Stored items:
##############################

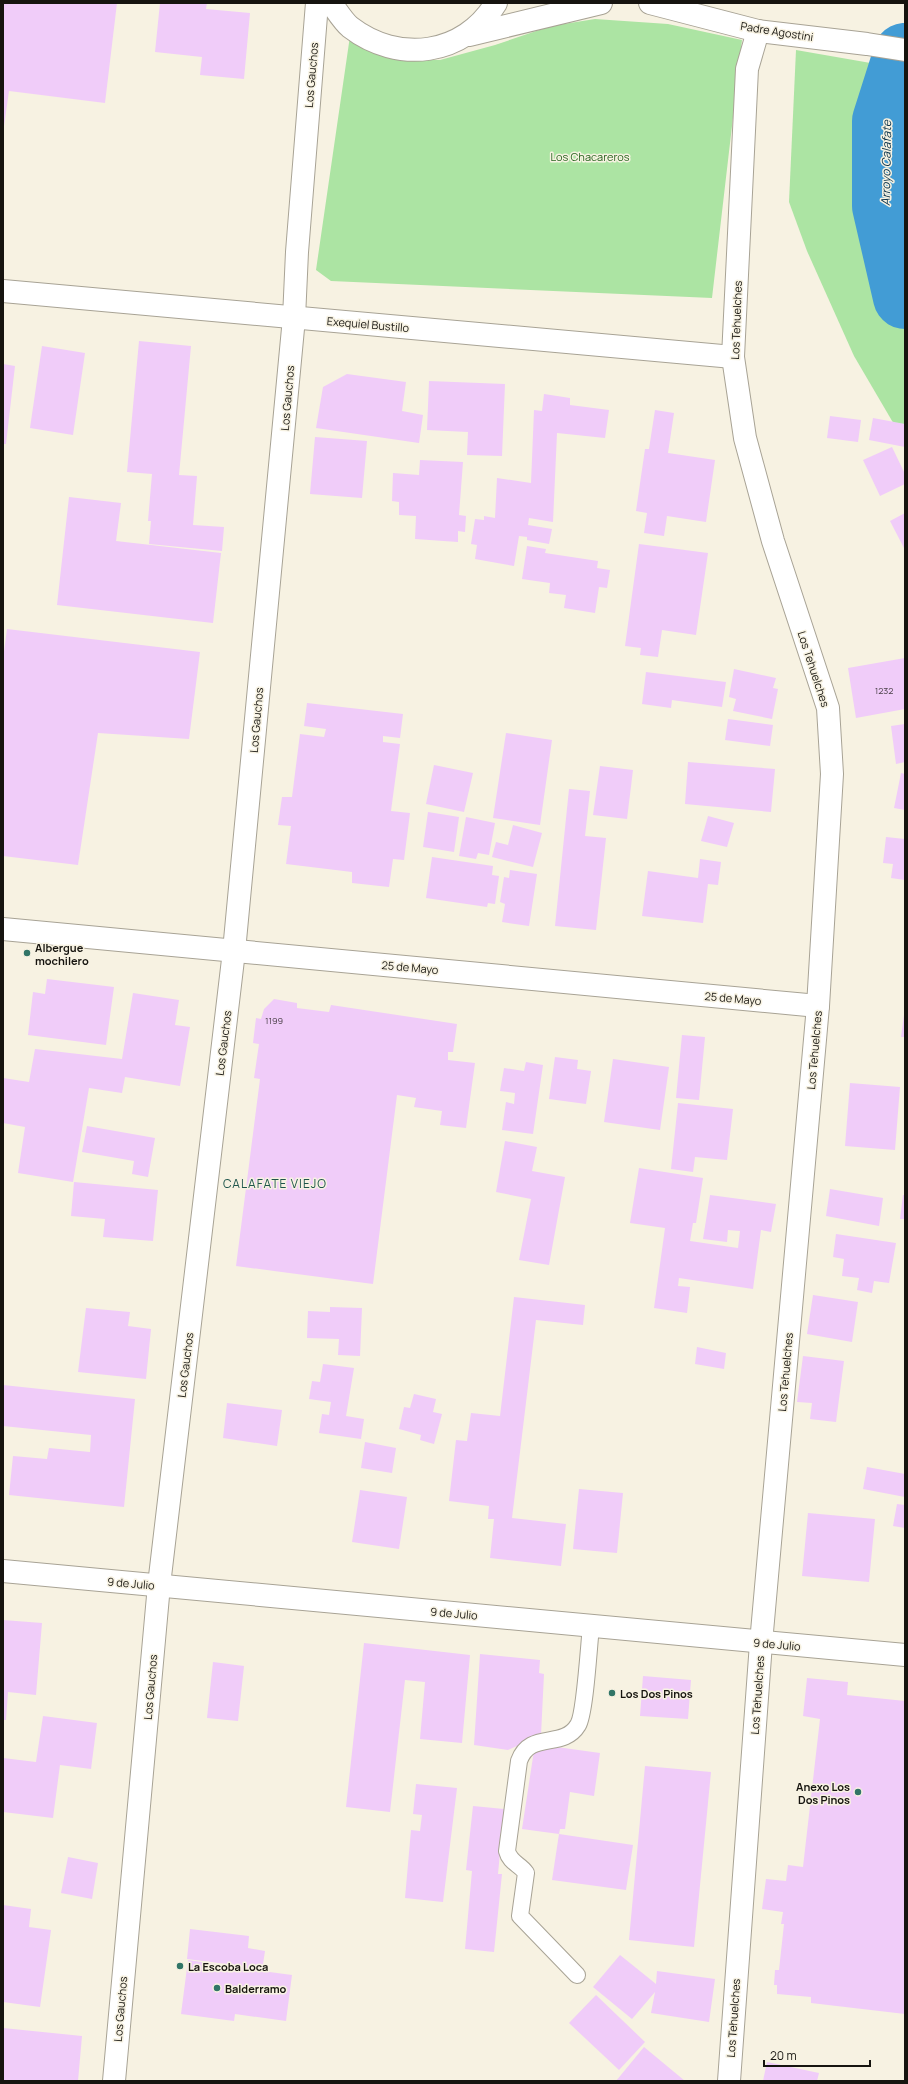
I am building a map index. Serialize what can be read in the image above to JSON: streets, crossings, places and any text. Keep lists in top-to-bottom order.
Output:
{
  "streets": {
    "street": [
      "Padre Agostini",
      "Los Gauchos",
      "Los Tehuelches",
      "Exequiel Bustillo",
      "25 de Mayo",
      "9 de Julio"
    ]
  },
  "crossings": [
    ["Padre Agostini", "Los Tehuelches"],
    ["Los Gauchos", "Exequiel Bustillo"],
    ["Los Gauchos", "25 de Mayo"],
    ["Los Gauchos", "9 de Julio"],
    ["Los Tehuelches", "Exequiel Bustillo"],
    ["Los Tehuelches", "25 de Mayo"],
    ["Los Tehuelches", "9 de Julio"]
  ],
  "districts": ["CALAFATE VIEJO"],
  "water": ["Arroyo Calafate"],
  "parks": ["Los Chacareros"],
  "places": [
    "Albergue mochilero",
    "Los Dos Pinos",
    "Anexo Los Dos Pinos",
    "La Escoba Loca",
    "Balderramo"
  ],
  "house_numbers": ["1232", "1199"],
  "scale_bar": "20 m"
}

##############################

What to work on: Print all records word for word, no images.

Your response:
I am building a map index. Serialize what can be read in the image above to JSON: streets, crossings, places and any text. Keep lists in top-to-bottom order.
Output:
{
  "streets": {
    "street": [
      "Padre Agostini",
      "Los Gauchos",
      "Los Tehuelches",
      "Exequiel Bustillo",
      "25 de Mayo",
      "9 de Julio"
    ]
  },
  "crossings": [
    ["Padre Agostini", "Los Tehuelches"],
    ["Los Gauchos", "Exequiel Bustillo"],
    ["Los Gauchos", "25 de Mayo"],
    ["Los Gauchos", "9 de Julio"],
    ["Los Tehuelches", "Exequiel Bustillo"],
    ["Los Tehuelches", "25 de Mayo"],
    ["Los Tehuelches", "9 de Julio"]
  ],
  "districts": ["CALAFATE VIEJO"],
  "water": ["Arroyo Calafate"],
  "parks": ["Los Chacareros"],
  "places": [
    "Albergue mochilero",
    "Los Dos Pinos",
    "Anexo Los Dos Pinos",
    "La Escoba Loca",
    "Balderramo"
  ],
  "house_numbers": ["1232", "1199"],
  "scale_bar": "20 m"
}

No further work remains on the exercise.